> Exercise
If a line of the data below holds the string "bounding", copy it.

> Records for the exercise
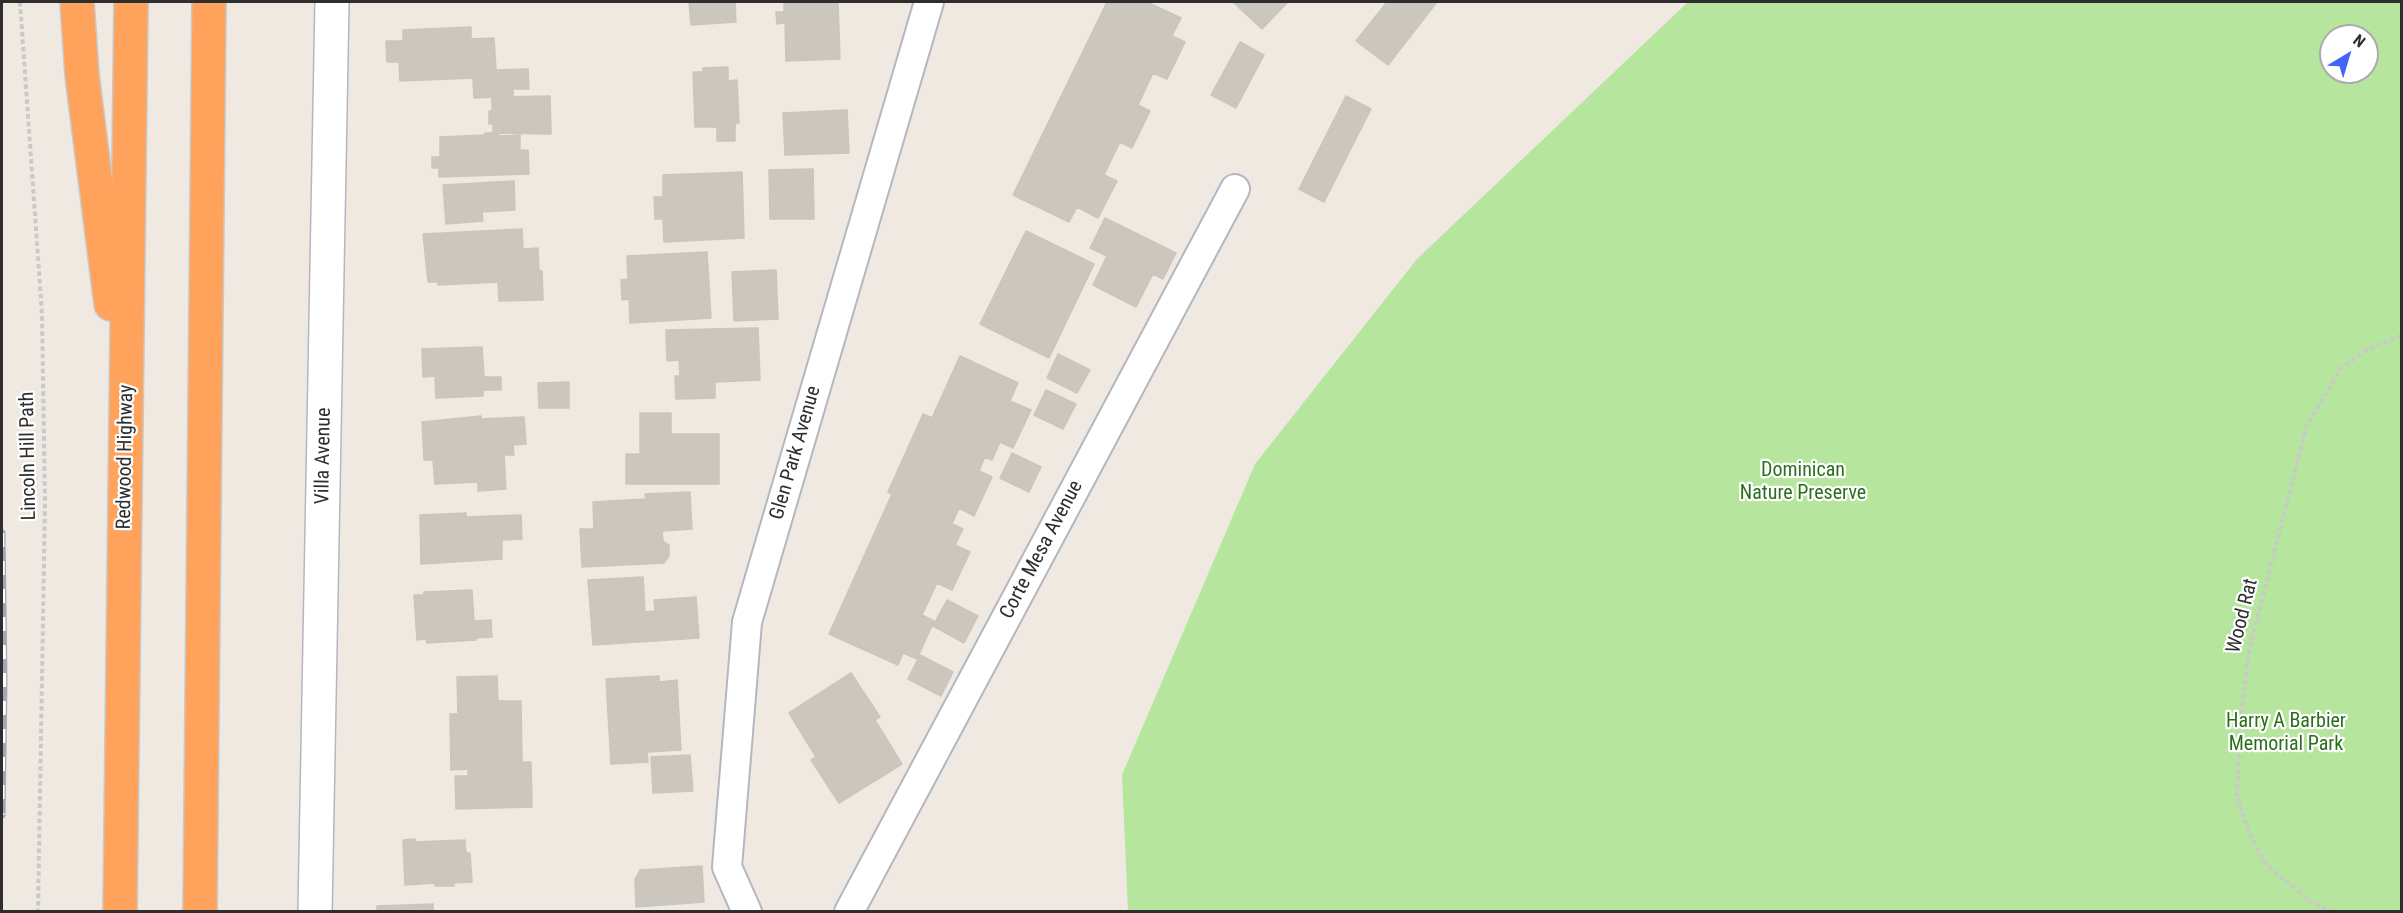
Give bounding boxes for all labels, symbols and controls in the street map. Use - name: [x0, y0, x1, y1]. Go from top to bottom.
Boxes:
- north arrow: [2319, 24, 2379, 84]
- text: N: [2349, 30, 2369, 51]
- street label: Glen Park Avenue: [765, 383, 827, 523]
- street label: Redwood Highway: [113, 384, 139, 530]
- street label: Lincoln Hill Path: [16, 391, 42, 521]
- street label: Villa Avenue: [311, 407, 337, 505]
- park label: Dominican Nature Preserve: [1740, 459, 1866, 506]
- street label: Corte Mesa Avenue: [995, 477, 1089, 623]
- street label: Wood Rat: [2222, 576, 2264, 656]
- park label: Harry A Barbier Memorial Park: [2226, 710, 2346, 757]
--
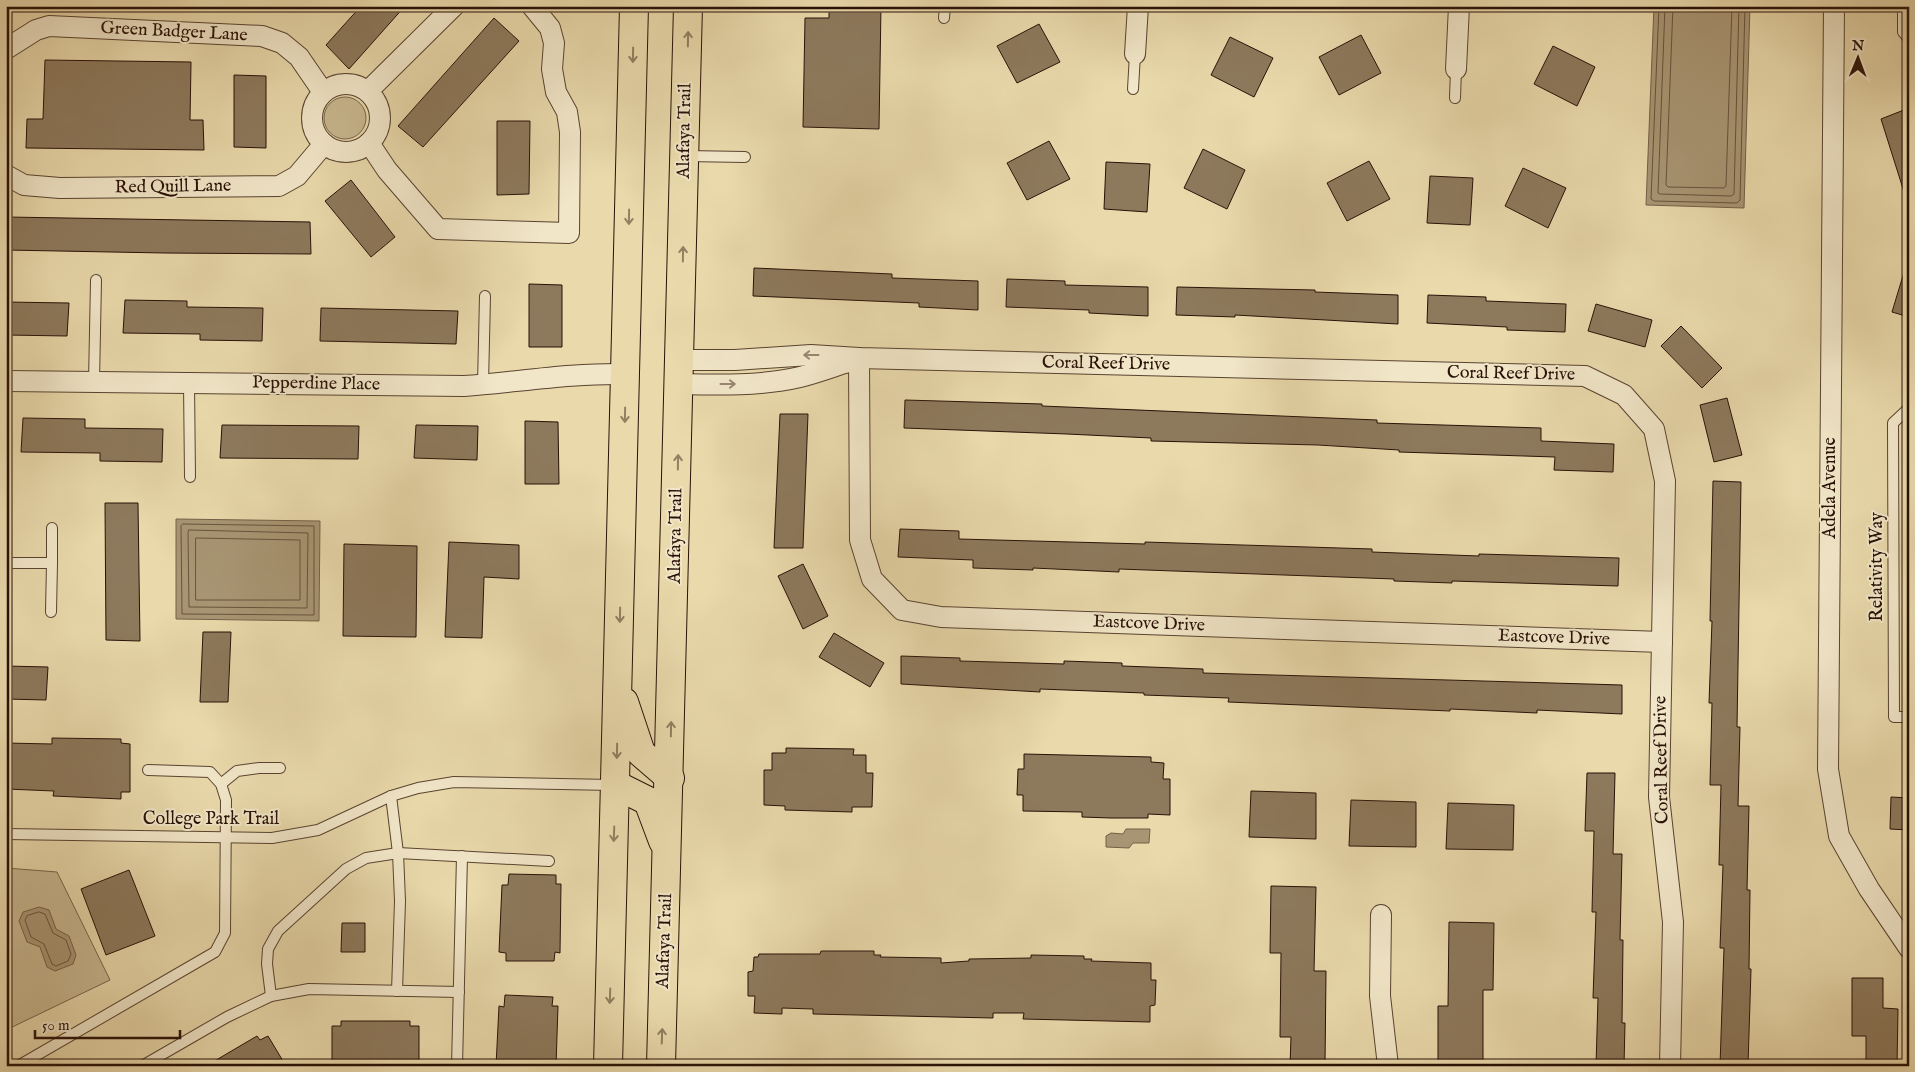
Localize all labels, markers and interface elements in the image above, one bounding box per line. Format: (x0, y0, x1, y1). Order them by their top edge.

> Expected answer
Give bounding boxes for all labels, symbols and controls in the street map. Use - name: [x0, y0, x1, y1]. Go from top to bottom.
Localize all labels, markers and interface elements in the image above, one bounding box per line. Format: (x0, y0, x1, y1). Order them by their top edge.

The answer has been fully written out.